Mohun Bagan won a record 17th title in what was a rather sedate on-field battle. But the win was overshadowed by reports on social media of alleged violence and hooliganism across the city after the match.

It’s uncertain how widespread or violent the incidents were on Sunday, but such clashes between the rival fans are not uncommon during or after a Kolkata derby.

In 2019, an Under-19 match between the teams was called off due to violence in the stands. In 2012, an I-League match between the teams left 40 people injured, including 20 policemen.

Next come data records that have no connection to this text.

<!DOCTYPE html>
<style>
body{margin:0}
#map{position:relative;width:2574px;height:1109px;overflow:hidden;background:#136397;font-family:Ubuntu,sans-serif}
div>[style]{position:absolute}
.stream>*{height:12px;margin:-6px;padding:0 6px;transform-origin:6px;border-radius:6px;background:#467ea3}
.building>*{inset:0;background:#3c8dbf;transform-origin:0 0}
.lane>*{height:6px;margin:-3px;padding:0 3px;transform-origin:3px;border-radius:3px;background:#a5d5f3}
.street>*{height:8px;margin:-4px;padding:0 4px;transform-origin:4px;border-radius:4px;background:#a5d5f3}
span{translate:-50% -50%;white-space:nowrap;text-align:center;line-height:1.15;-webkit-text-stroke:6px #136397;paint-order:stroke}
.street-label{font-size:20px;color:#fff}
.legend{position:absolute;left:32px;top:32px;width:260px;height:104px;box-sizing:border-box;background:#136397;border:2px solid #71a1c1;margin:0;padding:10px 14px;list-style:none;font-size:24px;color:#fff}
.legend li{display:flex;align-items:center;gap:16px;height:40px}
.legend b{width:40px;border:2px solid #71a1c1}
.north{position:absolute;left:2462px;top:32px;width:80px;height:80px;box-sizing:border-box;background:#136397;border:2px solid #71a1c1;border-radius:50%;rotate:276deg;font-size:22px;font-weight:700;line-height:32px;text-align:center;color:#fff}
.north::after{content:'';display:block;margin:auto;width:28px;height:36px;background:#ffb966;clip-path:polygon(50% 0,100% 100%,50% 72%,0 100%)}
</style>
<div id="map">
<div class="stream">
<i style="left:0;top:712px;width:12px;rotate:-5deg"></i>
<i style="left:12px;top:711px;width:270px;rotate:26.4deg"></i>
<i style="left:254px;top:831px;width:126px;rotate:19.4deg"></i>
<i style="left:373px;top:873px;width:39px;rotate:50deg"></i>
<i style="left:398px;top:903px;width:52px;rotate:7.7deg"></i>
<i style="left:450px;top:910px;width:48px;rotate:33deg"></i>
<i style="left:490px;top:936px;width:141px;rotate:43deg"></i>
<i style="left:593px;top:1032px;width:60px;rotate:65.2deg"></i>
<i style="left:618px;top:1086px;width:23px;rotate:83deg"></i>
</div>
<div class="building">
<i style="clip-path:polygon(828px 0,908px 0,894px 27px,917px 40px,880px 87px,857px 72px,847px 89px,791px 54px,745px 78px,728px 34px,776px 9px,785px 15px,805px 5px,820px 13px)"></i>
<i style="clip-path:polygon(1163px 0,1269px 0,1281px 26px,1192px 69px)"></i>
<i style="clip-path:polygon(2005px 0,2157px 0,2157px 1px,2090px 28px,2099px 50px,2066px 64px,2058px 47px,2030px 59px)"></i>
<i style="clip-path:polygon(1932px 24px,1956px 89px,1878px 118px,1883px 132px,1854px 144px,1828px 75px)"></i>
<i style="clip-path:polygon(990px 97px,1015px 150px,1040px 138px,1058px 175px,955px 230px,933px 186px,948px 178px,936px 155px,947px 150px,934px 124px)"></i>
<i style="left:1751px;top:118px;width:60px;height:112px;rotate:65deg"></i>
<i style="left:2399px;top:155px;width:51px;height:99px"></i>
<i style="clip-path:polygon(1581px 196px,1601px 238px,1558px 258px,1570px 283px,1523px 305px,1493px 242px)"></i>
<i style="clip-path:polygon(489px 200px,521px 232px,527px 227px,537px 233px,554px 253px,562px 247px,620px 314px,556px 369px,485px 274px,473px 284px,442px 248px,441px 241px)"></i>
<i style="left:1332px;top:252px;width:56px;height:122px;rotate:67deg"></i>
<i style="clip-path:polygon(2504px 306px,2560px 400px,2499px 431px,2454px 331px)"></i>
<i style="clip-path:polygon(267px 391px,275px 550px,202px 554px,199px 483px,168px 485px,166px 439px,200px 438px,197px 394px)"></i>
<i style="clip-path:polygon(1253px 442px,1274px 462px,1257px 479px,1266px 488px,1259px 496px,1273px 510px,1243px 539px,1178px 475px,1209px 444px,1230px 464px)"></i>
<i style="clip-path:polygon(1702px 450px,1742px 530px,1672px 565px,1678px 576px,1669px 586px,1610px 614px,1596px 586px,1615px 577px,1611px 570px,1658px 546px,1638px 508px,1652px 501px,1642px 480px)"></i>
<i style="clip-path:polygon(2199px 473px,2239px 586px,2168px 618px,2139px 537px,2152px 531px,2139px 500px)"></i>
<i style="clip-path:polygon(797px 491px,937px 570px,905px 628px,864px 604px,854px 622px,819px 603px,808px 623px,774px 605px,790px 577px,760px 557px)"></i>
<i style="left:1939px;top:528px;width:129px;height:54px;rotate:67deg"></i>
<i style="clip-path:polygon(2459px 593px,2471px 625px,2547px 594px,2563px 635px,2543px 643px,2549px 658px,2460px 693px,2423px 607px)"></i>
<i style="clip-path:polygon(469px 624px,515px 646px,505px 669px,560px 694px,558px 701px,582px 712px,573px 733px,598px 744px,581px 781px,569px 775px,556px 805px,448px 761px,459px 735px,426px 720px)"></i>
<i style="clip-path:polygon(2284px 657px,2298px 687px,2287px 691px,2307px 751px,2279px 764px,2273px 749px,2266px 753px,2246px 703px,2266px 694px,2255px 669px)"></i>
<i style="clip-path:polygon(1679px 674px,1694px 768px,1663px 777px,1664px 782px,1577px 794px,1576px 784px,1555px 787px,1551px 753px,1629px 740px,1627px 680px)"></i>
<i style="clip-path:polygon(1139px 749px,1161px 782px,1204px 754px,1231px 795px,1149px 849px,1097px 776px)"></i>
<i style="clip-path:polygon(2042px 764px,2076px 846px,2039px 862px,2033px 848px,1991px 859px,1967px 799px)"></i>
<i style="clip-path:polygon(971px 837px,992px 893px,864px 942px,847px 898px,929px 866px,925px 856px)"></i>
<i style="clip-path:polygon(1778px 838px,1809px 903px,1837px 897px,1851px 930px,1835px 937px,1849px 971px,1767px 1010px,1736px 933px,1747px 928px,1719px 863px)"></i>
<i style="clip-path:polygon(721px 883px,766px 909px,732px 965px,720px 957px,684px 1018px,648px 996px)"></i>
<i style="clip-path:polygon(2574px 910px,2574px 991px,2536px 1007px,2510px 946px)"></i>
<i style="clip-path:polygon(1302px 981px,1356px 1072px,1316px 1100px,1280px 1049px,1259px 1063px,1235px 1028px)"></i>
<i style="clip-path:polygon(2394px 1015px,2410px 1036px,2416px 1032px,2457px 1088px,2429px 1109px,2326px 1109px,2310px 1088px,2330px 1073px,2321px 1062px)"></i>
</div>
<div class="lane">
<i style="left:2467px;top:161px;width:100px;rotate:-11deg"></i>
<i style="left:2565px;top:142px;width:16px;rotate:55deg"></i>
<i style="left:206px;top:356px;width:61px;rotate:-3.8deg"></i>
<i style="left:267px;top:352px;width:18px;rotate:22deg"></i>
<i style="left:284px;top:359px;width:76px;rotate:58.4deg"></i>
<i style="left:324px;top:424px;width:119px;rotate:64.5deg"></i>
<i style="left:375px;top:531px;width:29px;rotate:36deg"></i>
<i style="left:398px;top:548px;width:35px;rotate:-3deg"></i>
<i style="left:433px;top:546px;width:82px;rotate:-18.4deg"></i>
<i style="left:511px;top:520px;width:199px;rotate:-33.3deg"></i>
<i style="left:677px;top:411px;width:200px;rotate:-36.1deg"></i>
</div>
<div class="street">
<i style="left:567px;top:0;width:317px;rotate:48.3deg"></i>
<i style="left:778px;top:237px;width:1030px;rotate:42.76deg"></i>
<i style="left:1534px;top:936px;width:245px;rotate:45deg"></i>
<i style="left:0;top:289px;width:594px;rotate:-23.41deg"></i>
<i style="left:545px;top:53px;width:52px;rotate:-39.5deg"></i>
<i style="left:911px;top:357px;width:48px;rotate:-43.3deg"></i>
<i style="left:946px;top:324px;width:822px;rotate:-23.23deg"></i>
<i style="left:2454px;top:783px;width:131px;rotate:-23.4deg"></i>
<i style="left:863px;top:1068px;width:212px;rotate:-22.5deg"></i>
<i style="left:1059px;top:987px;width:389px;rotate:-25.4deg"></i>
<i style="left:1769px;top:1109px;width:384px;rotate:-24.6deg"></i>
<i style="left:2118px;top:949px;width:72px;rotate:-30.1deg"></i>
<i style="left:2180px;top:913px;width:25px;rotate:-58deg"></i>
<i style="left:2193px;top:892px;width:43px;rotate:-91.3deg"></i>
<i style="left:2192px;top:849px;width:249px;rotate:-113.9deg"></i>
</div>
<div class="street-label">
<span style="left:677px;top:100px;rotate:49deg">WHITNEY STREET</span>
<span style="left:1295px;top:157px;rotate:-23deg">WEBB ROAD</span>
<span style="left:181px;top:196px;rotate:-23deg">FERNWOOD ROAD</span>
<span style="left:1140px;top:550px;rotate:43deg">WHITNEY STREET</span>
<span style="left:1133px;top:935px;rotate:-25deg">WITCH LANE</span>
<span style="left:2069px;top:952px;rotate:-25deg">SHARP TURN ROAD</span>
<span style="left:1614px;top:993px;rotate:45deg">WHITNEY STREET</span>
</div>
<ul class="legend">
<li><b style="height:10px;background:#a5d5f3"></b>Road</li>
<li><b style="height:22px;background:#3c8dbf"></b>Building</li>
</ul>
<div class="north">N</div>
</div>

Mohun Bagan player Syed Rahim Nabi was also hit in the face by a brick thrown from the stands.

Grim memories still exist of a derby in 1980, when 16 fans died in a stampede.

Surely, beefing up security for a game is not the only way – each derby has a battalion of police personnel present.

Yet over the past few years, there has been a worrying increase in football hooliganism in India. There was reported violence in the stadium during a Bengaluru FC and Kerala Blasters match earlier this year.

Expletives shouted at opposition players, and even the referees, are now a norm. Just last week, racial slurs were allegedly hurled towards fans of NorthEast United when they played East Bengal in the Durand Cup.

Cheering for a team is expected to bring out the best in the players. Now it is bringing out the worst in a small section of fans, whose actions leave a sour taste to what may have been a good overall experience on and off the pitch.

Hooliganism though doesn’t only involve Indian clubs. There have been countless clashes between fans of other big football derbies across the world – the Milan derby between Inter and AC Milan, Real Madrid versus Barcelona in Spain, Manchester United and Liverpool in England, and Boca Juniors and River Plate in Argentina, to name a few.

A majority of the time, though, fan violence has some deeper, cultural and sociopolitical reasons than just what is observed at the surface level during a match.

The Kolkata derby, for example, is animated by animosity between the native Bengalis (Mohun Bagan) and those who migrated from eastern Bengal – now Bangladesh – to Kolkata and got culturally integrated in the city (East Bengal).

In Argentina, River Plate is known to be a club supported by the upper-middle class while Boca Juniors is for the working class. Both are based in Buenos Aires.

Or in Scotland, where Glasgow-based Celtic versus Rangers is the embodiment of the sectarian conflict in the city and the country.

Sports viewership, in its essence, is meant to provide fans a safe atmosphere, one where a match can be enjoyed, where moments of brilliance on the pitch can be celebrated and historic sporting events cherished.

Derbies and rivalries like these are what makes sport what it is. But the topic of hooliganism often goes unaddressed.

Somewhere in all this, the fan experience has lost out.